◆ What this task involves: What you return should be every record, retyped without a single change.

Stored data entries
* * * * *

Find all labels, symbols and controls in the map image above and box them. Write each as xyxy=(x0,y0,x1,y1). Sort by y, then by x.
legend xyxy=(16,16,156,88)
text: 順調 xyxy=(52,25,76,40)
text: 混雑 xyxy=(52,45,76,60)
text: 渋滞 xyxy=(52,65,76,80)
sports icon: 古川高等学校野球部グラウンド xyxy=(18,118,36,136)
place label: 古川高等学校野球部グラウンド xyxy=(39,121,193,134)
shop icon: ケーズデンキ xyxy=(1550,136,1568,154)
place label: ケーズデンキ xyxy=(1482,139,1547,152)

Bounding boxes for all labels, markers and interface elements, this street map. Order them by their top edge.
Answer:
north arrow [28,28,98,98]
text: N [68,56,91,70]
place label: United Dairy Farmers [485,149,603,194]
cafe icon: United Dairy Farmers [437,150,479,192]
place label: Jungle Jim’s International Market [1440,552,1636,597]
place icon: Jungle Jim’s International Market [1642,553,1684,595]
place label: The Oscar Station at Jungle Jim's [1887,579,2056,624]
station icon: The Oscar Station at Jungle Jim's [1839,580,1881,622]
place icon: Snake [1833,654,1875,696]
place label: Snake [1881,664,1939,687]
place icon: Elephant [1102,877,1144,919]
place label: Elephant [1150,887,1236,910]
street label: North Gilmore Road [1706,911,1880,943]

* * * * *

◆ Response box:
Find all labels, symbols and controls in the map image above and box them. Write each as xyxy=(x0,y0,x1,y1). Sort by y, then by x.
legend xyxy=(16,16,156,88)
text: 順調 xyxy=(52,25,76,40)
text: 混雑 xyxy=(52,45,76,60)
text: 渋滞 xyxy=(52,65,76,80)
sports icon: 古川高等学校野球部グラウンド xyxy=(18,118,36,136)
place label: 古川高等学校野球部グラウンド xyxy=(39,121,193,134)
shop icon: ケーズデンキ xyxy=(1550,136,1568,154)
place label: ケーズデンキ xyxy=(1482,139,1547,152)

Bounding boxes for all labels, markers and interface elements, this street map. Order them by their top edge.
Answer:
north arrow [28,28,98,98]
text: N [68,56,91,70]
place label: United Dairy Farmers [485,149,603,194]
cafe icon: United Dairy Farmers [437,150,479,192]
place label: Jungle Jim’s International Market [1440,552,1636,597]
place icon: Jungle Jim’s International Market [1642,553,1684,595]
place label: The Oscar Station at Jungle Jim's [1887,579,2056,624]
station icon: The Oscar Station at Jungle Jim's [1839,580,1881,622]
place icon: Snake [1833,654,1875,696]
place label: Snake [1881,664,1939,687]
place icon: Elephant [1102,877,1144,919]
place label: Elephant [1150,887,1236,910]
street label: North Gilmore Road [1706,911,1880,943]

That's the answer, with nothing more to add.